Setting aside the harmonised rules for the content of patient package leaflets, the lack of a comprehensive Community legal framework for information to patients has become more critical over the years. Patients are increasingly inquisitive and wish to be more involved in processes whereby decisions are made affecting their treatments and health. They increasingly use the internet to seek information about medicines and treatments, and much of this information is not designed for laypersons and is of questionable accuracy. It is now widely accepted that modern health challenges such as an ageing population and an increase in adverse conditions such as obesity can only be confronted satisfactorily through a partnership with informed patients. These trends have motivated the European Commission to try to harmonise and improve the access of patients to information on prescription medicines.
Article 88a of the Directive (introduced by the amending Directive 2004/27/EC) provided the legal basis for the Commission to explore current practices on information to patients, and allowed the Commission to put forward proposals for an information strategy for patients. Accordingly, on 19 April 2007, the Commission issued a public consultation on a draft report on current practice. On 18 December 2007, the Commission published its working document, and finally, on 20 December 2007, it published its official communication on the matter. Both the report and the communication concluded that the rules and practices on information to patients were very varied among member states, resulting in unequal access to information on medicines and very variable quality of information.
Last February, the Commission issued a public consultation on the key ideas for the forthcoming draft legal proposal. On 26 May, the Commission published the outcome of this consultation, including copies of all the responses received and a summary of the outcome. Responses were received from healthcare professionals and organisations, patient organisations, regulators, pharmaceutical companies, research organisations, consumer associations, media and patient information organisations and social insurance companies. On the basis of these responses and the results of the impact assessment of the proposal, the Commission will finalise a draft proposal which will start the co-decision procedure involving the European Parliament and the Council. Although the Commission's intention is to issue its official proposal by the end of 2008, the final text of the amending Directive will not be adopted before the end of 2009.

The proposal distinguishes between general and policy objectives. General objectives are to serve the interests of patients, reducing differences in access to information and ensuring good-quality, objective and reliable information. The policy objectives are establishing a framework that promotes those priorities, maintaining the prohibition on direct-to-consumer advertising of prescription medicines and avoiding unnecessary bureaucracy.

The text of the proposal recognises that one of the essential elements to be included in the final proposal is a clear distinction between advertising and information on prescription medicines. However, the wording of the proposal is, in this respect, confusing.
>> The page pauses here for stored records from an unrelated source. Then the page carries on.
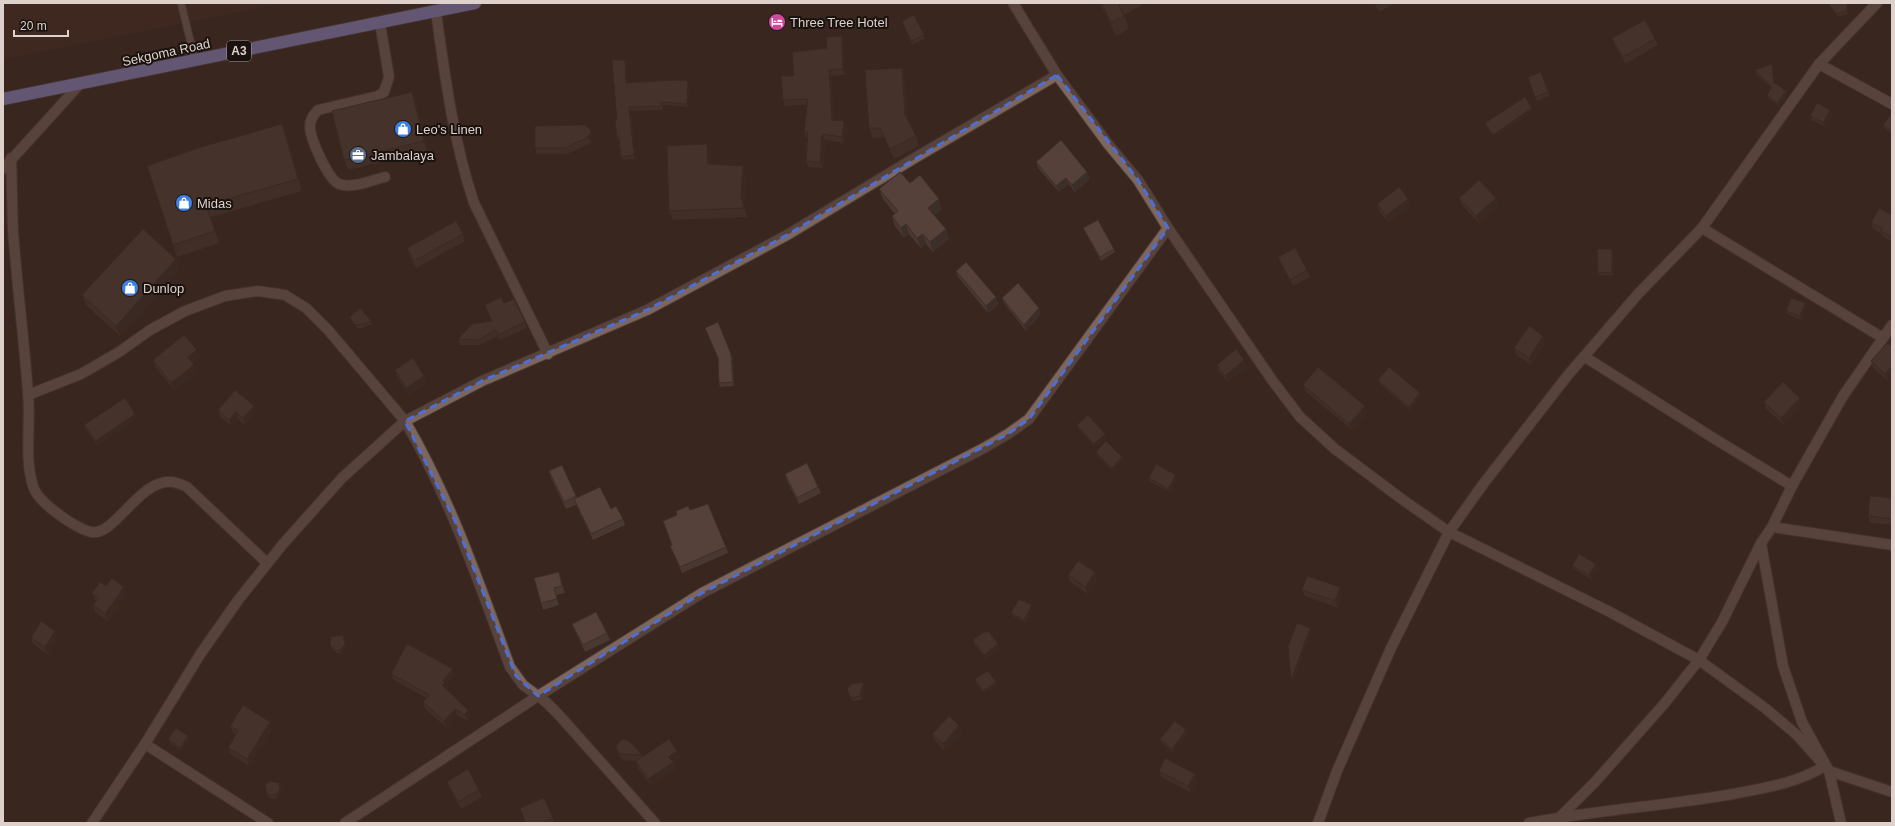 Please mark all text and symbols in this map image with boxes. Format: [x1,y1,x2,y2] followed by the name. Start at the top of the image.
[14,12,68,38] scale bar
[767,12,787,32] hotel icon: Three Tree Hotel
[790,15,888,30] place label: Three Tree Hotel
[20,19,47,33] text: 20 m
[121,36,211,69] street label: Sekgoma Road
[227,41,251,61] road number: A3
[393,119,413,139] shop icon: Leo's Linen
[416,122,482,137] place label: Leo's Linen
[348,145,368,165] office icon: Jambalaya
[371,148,435,163] place label: Jambalaya
[174,193,194,213] shop icon: Midas
[197,196,232,211] place label: Midas
[120,278,140,298] shop icon: Dunlop
[143,281,184,296] place label: Dunlop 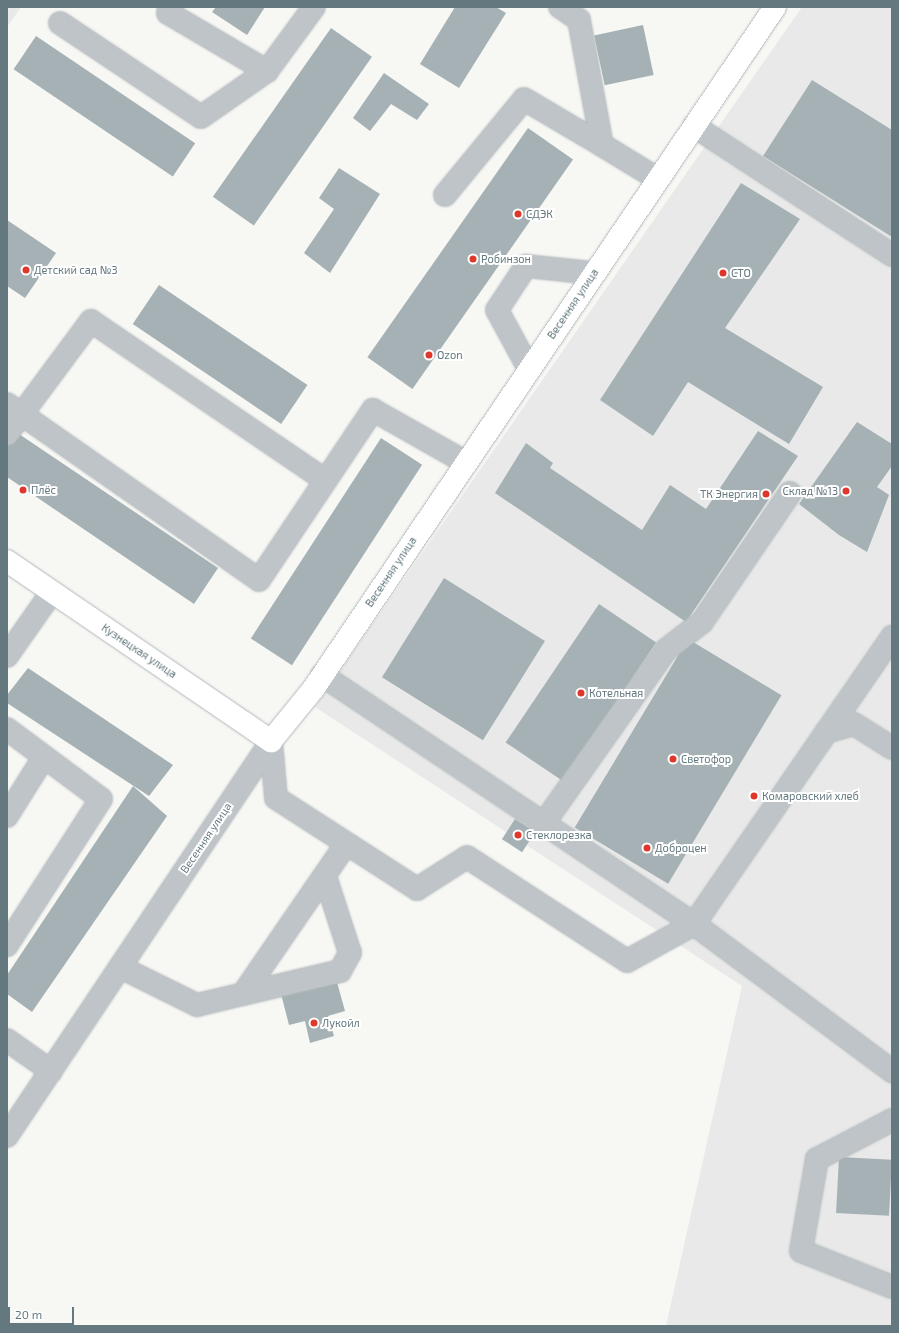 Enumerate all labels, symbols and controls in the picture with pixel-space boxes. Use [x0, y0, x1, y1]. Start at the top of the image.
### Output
place label: СДЭК [526, 207, 553, 221]
marker: СДЭК [513, 209, 523, 219]
place label: Робинзон [481, 252, 531, 266]
marker: Робинзон [468, 254, 478, 264]
place label: Детский сад №3 [34, 263, 118, 277]
marker: Детский сад №3 [21, 265, 31, 275]
street label: Весенняя улица [545, 266, 601, 342]
place label: СТО [731, 266, 751, 280]
marker: СТО [718, 268, 728, 278]
place label: Ozon [437, 348, 463, 362]
marker: Ozon [424, 350, 434, 360]
place label: Плёс [31, 483, 56, 497]
place label: Склад №13 [782, 484, 838, 498]
marker: Плёс [18, 485, 28, 495]
marker: Склад №13 [841, 486, 851, 496]
place label: ТК Энергия [700, 487, 758, 501]
marker: ТК Энергия [761, 489, 771, 499]
street label: Весенняя улица [363, 534, 419, 610]
street label: Кузнецкая улица [99, 621, 179, 681]
place label: Котельная [589, 686, 643, 700]
marker: Котельная [576, 688, 586, 698]
place label: Светофор [681, 752, 731, 766]
marker: Светофор [668, 754, 678, 764]
place label: Комаровский хлеб [762, 789, 859, 803]
marker: Комаровский хлеб [749, 791, 759, 801]
street label: Весенняя улица [178, 800, 234, 876]
place label: Стеклорезка [526, 828, 592, 842]
marker: Стеклорезка [513, 830, 523, 840]
place label: Доброцен [655, 841, 707, 855]
marker: Доброцен [642, 843, 652, 853]
place label: Лукойл [322, 1016, 360, 1030]
marker: Лукойл [309, 1018, 319, 1028]
scale bar [10, 1299, 76, 1325]
text: 20 m [15, 1307, 42, 1321]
On one side, it provides that communications not covered by the definition of advertisement should be regarded as information, and on the other, it adds that clear criteria would be needed to distinguish permitted and prohibited information. This seems to contradict the suggestion that the legislation already properly defines the dividing line between promotion and information. No criteria are described. It is not surprising, therefore, that the majority of responses received from interested parties comment on this and stress that a clear definition should be provided in the amending Directive.
In this respect, the Commission has two main options: to establish a working definition that could be readily applied to decide whether a particular activity is advertising or information; and to define categories of information that it would be acceptable for the industry to distribute to the public. Although the proposal does not refer to article 86 of the Directive, which, as has been seen, exempts certain categories of information from the definition of advertising, it would be possible to build on this provision to create a clearer list of information categories that would be considered acceptable for distribution to patients.
Clearly distinguishing between advertising and information would only be the first step in achieving a complete harmonisation among member states on this subject. The second step would be to oblige member states to allow information considered as acceptable and non-promotional to be provided to patients by industry.
The proposal mentions that its objective is to set out rules on the provision of information "by marketing authorisation holders". This could be construed as implying that the proposal does not envisage enabling the provision of information prior to the grant of a marketing authorisation, despite that many patients are interested in accessing information on unlicensed medicines and in participating in clinical trials. This aspect should be clarified as it would be artificial to limit the provision of factual information to marketed products. The Directive's controls apply not only to marketing authorisation holders, but also to applicants and to other situations where there is not a marketing authorisation.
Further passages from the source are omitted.